• What needs to be done
Go through the entries, filter for the word "frame", and copy every line that has it.

::: Supplied data

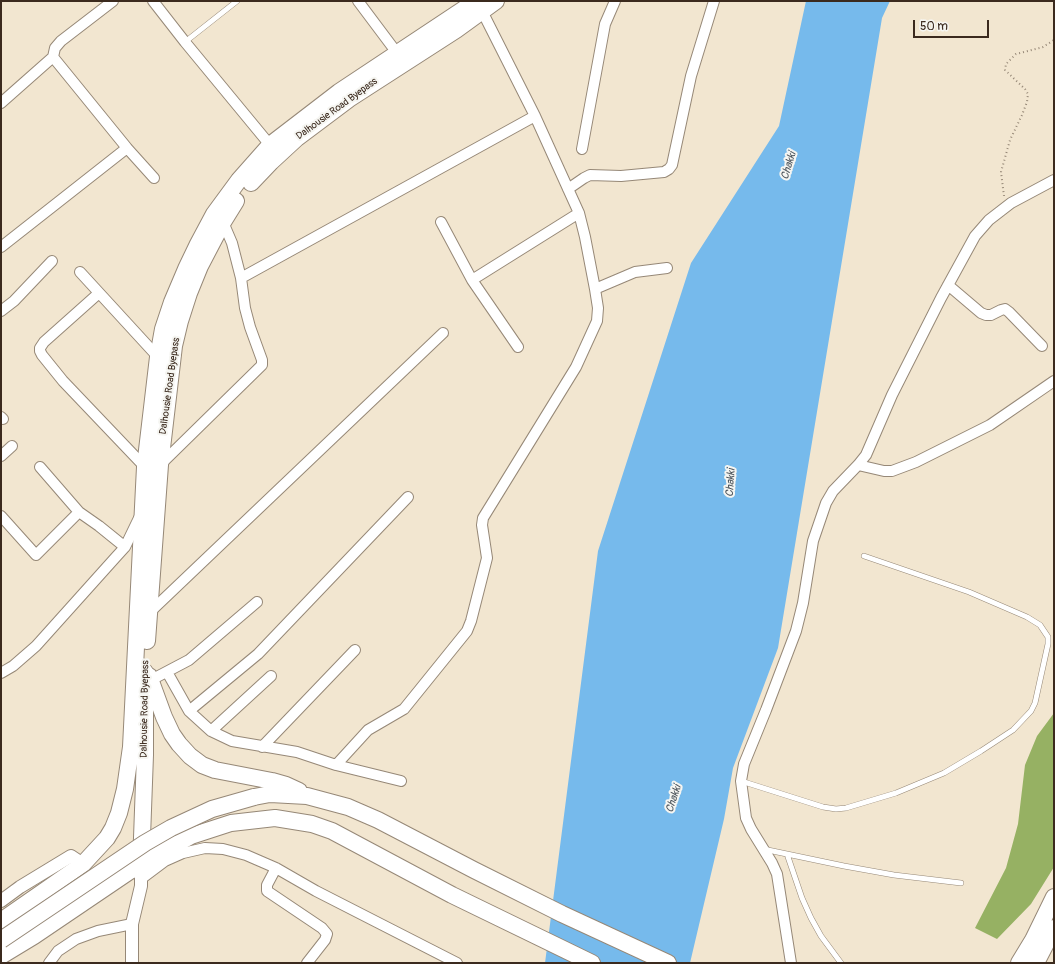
<!DOCTYPE html>
<html>
<head>
<meta charset="utf-8">
<style>
  body { margin:0 }
  #map { position:relative; width:1055px; height:964px; overflow:hidden; background:#f2e6d0; font-family:Pangolin,sans-serif }
  canvas { display:block }
  .frame { position:absolute; inset:0; border:2px solid #3b2a1e; pointer-events:none }
  .scale { position:absolute; left:913px; top:20px; width:76px; height:18px; box-sizing:border-box; border:2px solid #3b2a1e; border-top:0; padding-left:5px; font-size:12px; line-height:14px; white-space:nowrap; color:#3b2a1e; -webkit-text-stroke:3px #f6f6f2; paint-order:stroke }
</style>
</head>
<body>
<div id="map">
<canvas width="1055" height="964"></canvas>
<div class="frame"></div>
<div class="scale">50 m</div>
</div>
<script>
const c = document.querySelector('canvas').getContext('2d');
c.lineJoin = 'round';
function paint(path, color) {
  c.fillStyle = color;
  c.fill(path, 'evenodd');
}
function shape(rows) {
  const path = new Path2D();
  for (const r of rows) {
    path.moveTo(r[0], r[1]);
    for (let i = 2; i < r.length; i += 2) path.lineTo(r[i], r[i + 1]);
  }
  return path;
}
function trace(path, color, width, dash) {
  c.strokeStyle = color;
  c.lineWidth = width;
  c.lineCap = dash ? 'butt' : 'round';
  c.setLineDash(dash || []);
  c.stroke(path);
}
function write(font, color, halo, rows, align = 'center') {
  c.font = font + ' Pangolin,sans-serif';
  c.lineWidth = 4;
  c.setLineDash([]);
  c.textBaseline = 'middle';
  c.strokeStyle = halo;
  c.fillStyle = color;
  for (const [text, x, y, turn = 0] of rows) {
    c.save();
    c.translate(x, y);
    c.rotate((+turn || 0) * Math.PI / 180);
    c.textAlign = isNaN(turn) ? turn : align;
    if (halo) c.strokeText(text, 0, 0);
    c.fillText(text, 0, 0);
    c.restore();
  }
}
paint(shape([
  [1054,713,1054,867,1031,904,997,939,975,928,1006,868,1018,824,1025,765,1037,736]
]), '#96b163');
paint(shape([
  [806,1,890,1,882,18,778,648,733,768,724,819,690,963,545,963,598,551,691,263,779,126]
]), '#76baec');
const service = shape([
  [185,42,237,1],
  [741,781,823,807,836,809,846,808,896,793,944,773,981,751,1013,730,1031,711,1035,703,1048,644,1048,637,1040,625,1027,617,969,592,864,556],
  [763,849,844,866,894,875,961,883],
  [787,854,802,898,811,918,821,936,841,963]
]);
const minor = shape([
  [153,1,185,42,270,145],
  [358,1,397,53],
  [53,57,127,148,154,178],
  [1,103,53,57,55,48,61,41,113,1],
  [582,149,605,24,615,1],
  [568,189,584,178,590,175,621,176,664,172,669,169,672,165,691,76,714,1],
  [441,222,472,280],
  [1,247,127,148],
  [80,272,158,357],
  [241,278,535,116],
  [948,285,981,313,986,315,991,315,1001,310,1005,309,1009,312,1042,346],
  [595,289,635,272,667,268],
  [99,293,44,342,40,348,40,351,42,355,63,381,145,467],
  [1,311,14,301,52,261],
  [518,347,472,280,579,213],
  [1,417,3,419],
  [1,456,12,446],
  [160,465,262,365,262,360,250,327,245,308,241,278,232,243,223,222],
  [858,465,884,471,892,471,916,462,990,425,1054,381],
  [40,467,79,512,99,526,125,547],
  [1,516,36,555,79,512],
  [149,613,443,333],
  [167,672,189,711,211,731,232,741,297,752,336,765,401,781],
  [1,673,13,666,36,646,115,558,125,547,139,518],
  [151,680,189,660,257,602],
  [189,711,258,654,408,497],
  [211,731,271,676],
  [262,747,355,650],
  [336,765,368,730,404,709,467,631,471,621,487,558,482,525,483,518,576,367,597,321,598,308,595,289,585,237,579,213,535,116,482,11],
  [276,868,267,885,267,891,322,928,327,934,325,940,307,963],
  [141,879,165,861,183,853,205,848,223,849,246,855,276,868,316,891,457,963],
  [49,963,58,951,76,939,98,931,132,924],
  [791,963,777,874,772,863,751,829,746,818,741,781,744,764,766,710,796,631,803,603,813,541,826,503,833,491,858,465,866,455,892,395,941,298,975,236,989,220,1011,203,1054,180]
]);
const tertiary = shape([
  [1,901,20,887,71,856,83,864],
  [132,963,132,924,141,886,141,865]
]);
const trunk = shape([
  [251,183,271,162,297,138,349,99,456,30,496,1],
  [147,641,160,465,174,346,180,321,189,293,200,266,223,222,236,201],
  [149,676,164,717,172,734,179,744,190,756,202,765,215,770,272,781,286,785,299,791],
  [254,797,270,794,307,796,348,807,378,820,474,870,562,914,668,963],
  [141,865,145,755,145,672],
  [1,921,83,864,107,838,113,828,119,813,125,789,131,747,145,467,158,357,163,329,172,302,186,269,198,244,214,214,239,180,270,145,339,92,476,1],
  [1,956,34,936,130,871,169,848,191,836,231,823,275,818,312,824,332,831,452,895,592,963],
  [1019,963,1033,940,1054,897],
  [1036,963,1054,928]
]);
trace(service, '#968877', 6);
trace(minor, '#968877', 12);
trace(tertiary, '#968877', 14);
trace(trunk, '#968877', 18);
trace(shape([
  [1004,196,1001,172,1010,140,1022,115,1027,102,1028,94,1025,89,1005,70,1006,64,1016,54,1043,47,1054,40]
]), '#968877', 2, [1, 3]);
trace(service, '#fff', 5);
trace(minor, '#fff', 10);
trace(tertiary, '#fff', 12);
trace(trunk, '#fff', 16);
const trunkBridge = shape([
  [1,940,145,843,171,828,212,809,254,797]
]);
trace(trunkBridge, '#968877', 18, []);
trace(trunkBridge, '#fff', 16);
write('10px', '#3b2a1e', '#f6f6f2', [
  ["Dalhousie Road Byepass",337,109,-36],
  ["Dalhousie Road Byepass",170,386,-82],
  ["Dalhousie Road Byepass",145,709,-89]
]);
write('italic 11px', '#4d555c', '#f6f6f2', [
  ["Chakki",789,166,-73],
  ["Chakki",731,483,-86],
  ["Chakki",674,799,-72]
]);
</script>
</body>
</html>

::::::

• Your solution
  .frame { position:absolute; inset:0; border:2px solid #3b2a1e; pointer-events:none }
<div class="frame"></div>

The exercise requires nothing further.